The report highlights several factors contributing to the industry’s growth, including a shift in trends and the region’s preference for offshore accounts, where currently more than 70% of the GCC’s private wealth is held. However, increasing product sophistication and supportive regulatory initiatives are making onshore investment more attractive, leading to projected growth in the GCC asset management industry.
Jorge Camarate, partner at Strategy& Middle East and leader of the firm’s financial services practice, stated, “This projected growth underscores the potential of the GCC asset management industry amidst global economic challenges. Despite the region’s preference for offshore investing, increasing product sophistication and supportive regulatory initiatives are making onshore investment more appealing.”
The International Monetary Fund (IMF) estimated a trade surplus of approximately $350 billion for GCC countries in 2022, with the region also attracting wealthy individuals, including the UAE, which was projected to attract the highest number of millionaires globally in 2022. Additionally, the Middle East witnessed record-breaking proceeds of over $20 billion from increased appetite for initial public offerings (IPOs) in 2022.
The Middle East, home to numerous ultra-wealthy families, entrepreneurs, and royals, saw its assets under management (AuM) grow by $100 billion from 2021 to 2022, reaching $1.3 trillion with a 7.0% compound annual growth rate (CAGR), as estimated by Boston Consulting Group analysts. The UAE, in particular, is expected to lead in attracting private wealth to its economy over the next five years, with projections of welcoming 4,000 millionaires, according to Henley & Partners.

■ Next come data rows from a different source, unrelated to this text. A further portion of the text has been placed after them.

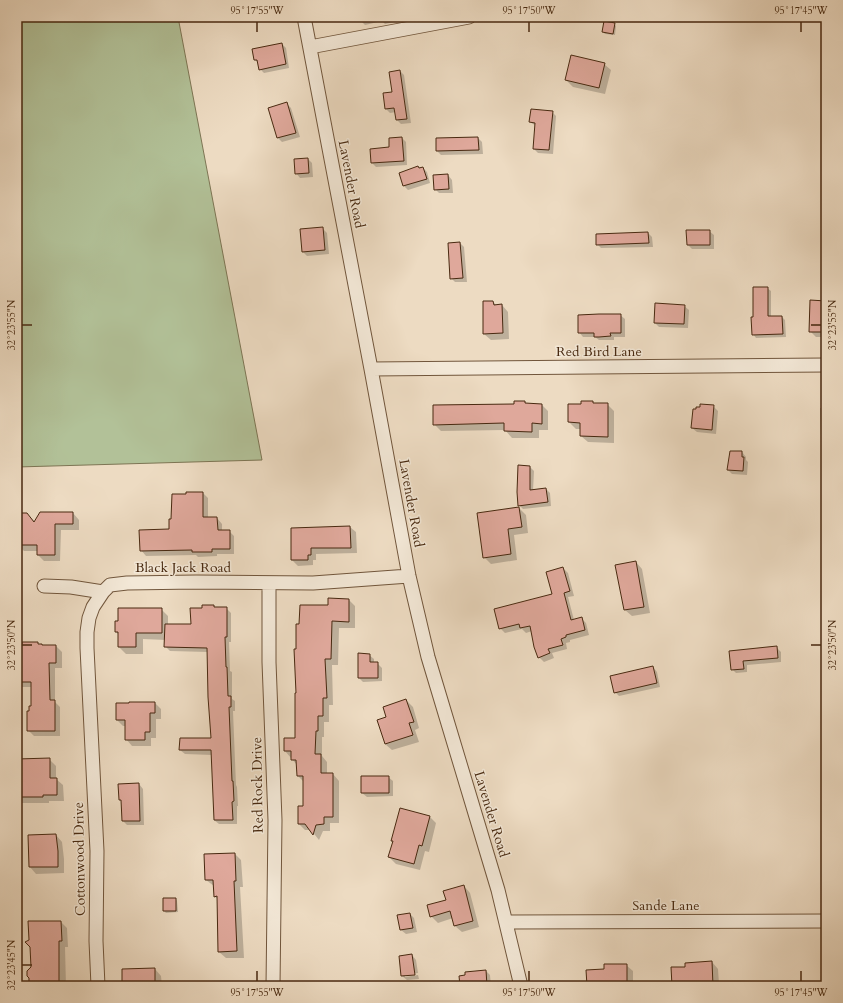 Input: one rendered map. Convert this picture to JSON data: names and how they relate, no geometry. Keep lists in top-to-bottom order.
{
  "streets": {
    "street": [
      "Lavender Road",
      "Red Bird Lane",
      "Black Jack Road",
      "Red Rock Drive",
      "Cottonwood Drive",
      "Sande Lane"
    ]
  },
  "crossings": [
    ["Lavender Road", "Red Bird Lane"],
    ["Lavender Road", "Black Jack Road"],
    ["Lavender Road", "Sande Lane"],
    ["Black Jack Road", "Red Rock Drive"],
    ["Black Jack Road", "Cottonwood Drive"]
  ],
  "coordinates": [
    "95°17'55\"W",
    "95°17'50\"W",
    "95°17'45\"W",
    "32°23'55\"N",
    "32°23'50\"N",
    "32°23'45\"N"
  ]
}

Aurélien Vincent, partner at Strategy& Middle East, emphasized that strong capital inflows, supported by favorable oil prices and notable growth in IPOs, have been crucial drivers for the asset management industry in the GCC. He stated, “As GCC countries continue to diversify their economies and deepen their capital markets, regional investors and institutions are poised to benefit from an expanding array of investment avenues and opportunities.”

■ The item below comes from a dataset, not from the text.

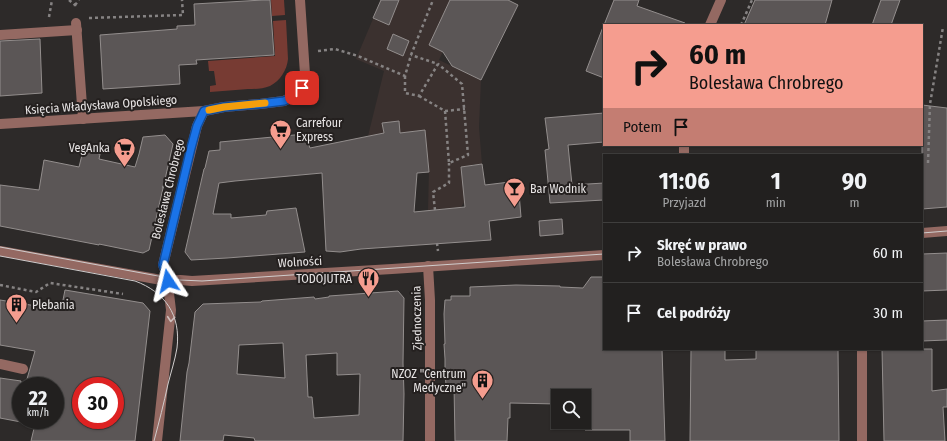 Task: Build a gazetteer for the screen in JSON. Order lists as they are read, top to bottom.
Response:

Dmitry Abramov, manager at Strategy& Middle East, highlighted the unique growth opportunity for the GCC asset management industry and suggested strategic actions such as acquisitions of mid-sized independent firms or forming partnerships through sales management agreements and co-branded products. By employing the right strategies, GCC asset managers can overcome region-specific challenges, outperform competitors, and capture new market share in the years ahead.
To meet the evolving demands of individual investors, who increasingly seek professional advice, the GCC asset management industry is shifting towards offering more advanced products. This trend, driven by regulatory initiatives across the region, enables the industry to cater to the needs of sophisticated investors, as highlighted in the Strategy& report.